Le point central de cet ouvrage porte sur « la catastrophique application du paradigme productiviste dans les services » (p. 87). Cette formule, qui est le titre de la troisième partie, exprime bien la synonymie que soutient Laetitia Vitaud entre productivité et productivisme. On reconnaît que le sujet mérite d’être exploré, à double titre puisque les services sont devenus très majoritaires dans toutes les économies et qu’ils sont rendus très majoritairement par les femmes. Puisque seul le travail rémunéré est considéré comme productif, « la quantité variable de travail non rémunéré qui l’entoure et le soutient est inconnue, non mesurée » (p. 90). À juste titre, l’auteure montre que « les services conditionnent la productivité » car « le travail productif serait impossible sans un certain nombre de services » (p. 102).

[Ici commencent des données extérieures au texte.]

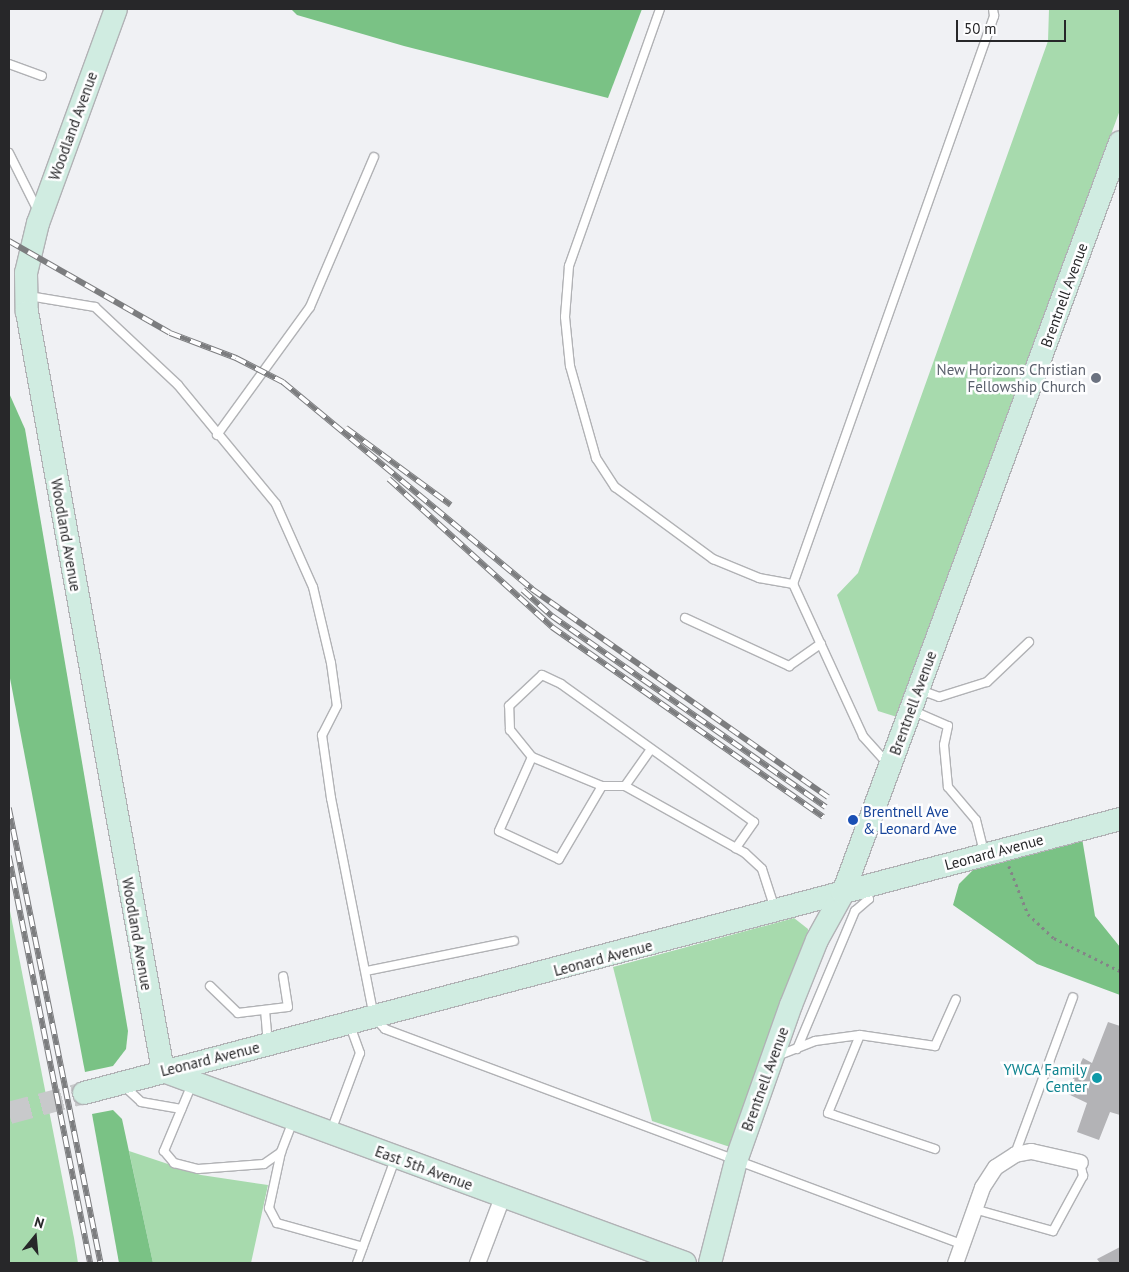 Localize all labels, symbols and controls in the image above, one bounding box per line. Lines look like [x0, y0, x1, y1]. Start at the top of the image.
scale bar [959, 10, 1069, 42]
text: 50 m [964, 19, 997, 38]
street label: Woodland Avenue [45, 69, 101, 183]
street label: Brentnell Avenue [1037, 240, 1091, 350]
place label: New Horizons Christian Fellowship Church [936, 360, 1086, 395]
marker: New Horizons Christian Fellowship Church [1090, 372, 1102, 384]
street label: Woodland Avenue [47, 477, 85, 593]
street label: Brentnell Avenue [886, 648, 940, 758]
place label: Brentnell Ave & Leonard Ave [863, 802, 957, 837]
marker: Brentnell Ave & Leonard Ave [847, 814, 859, 826]
street label: Leonard Avenue [942, 830, 1046, 874]
street label: Woodland Avenue [118, 876, 156, 992]
street label: Leonard Avenue [551, 936, 655, 980]
street label: Brentnell Avenue [738, 1024, 792, 1134]
street label: Leonard Avenue [158, 1038, 262, 1080]
place label: YWCA Family Center [1003, 1060, 1087, 1095]
marker: YWCA Family Center [1091, 1072, 1103, 1084]
street label: East 5th Avenue [372, 1142, 476, 1194]
north arrow [10, 1212, 60, 1262]
text: N [32, 1213, 46, 1233]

Il ne faut pas s’étonner, remarque l’auteure, que l’on « échoue encore et encore à freiner la pollution liée à la production » (p. 77). « L’une des raisons, c’est le pouvoir politique entre les mains des pollueurs. Mais une autre raison est le poids prépondérant des indicateurs comme le PIB et la productivité, qui nous font regarder le monde avec de mauvaises lunettes » (p. 77).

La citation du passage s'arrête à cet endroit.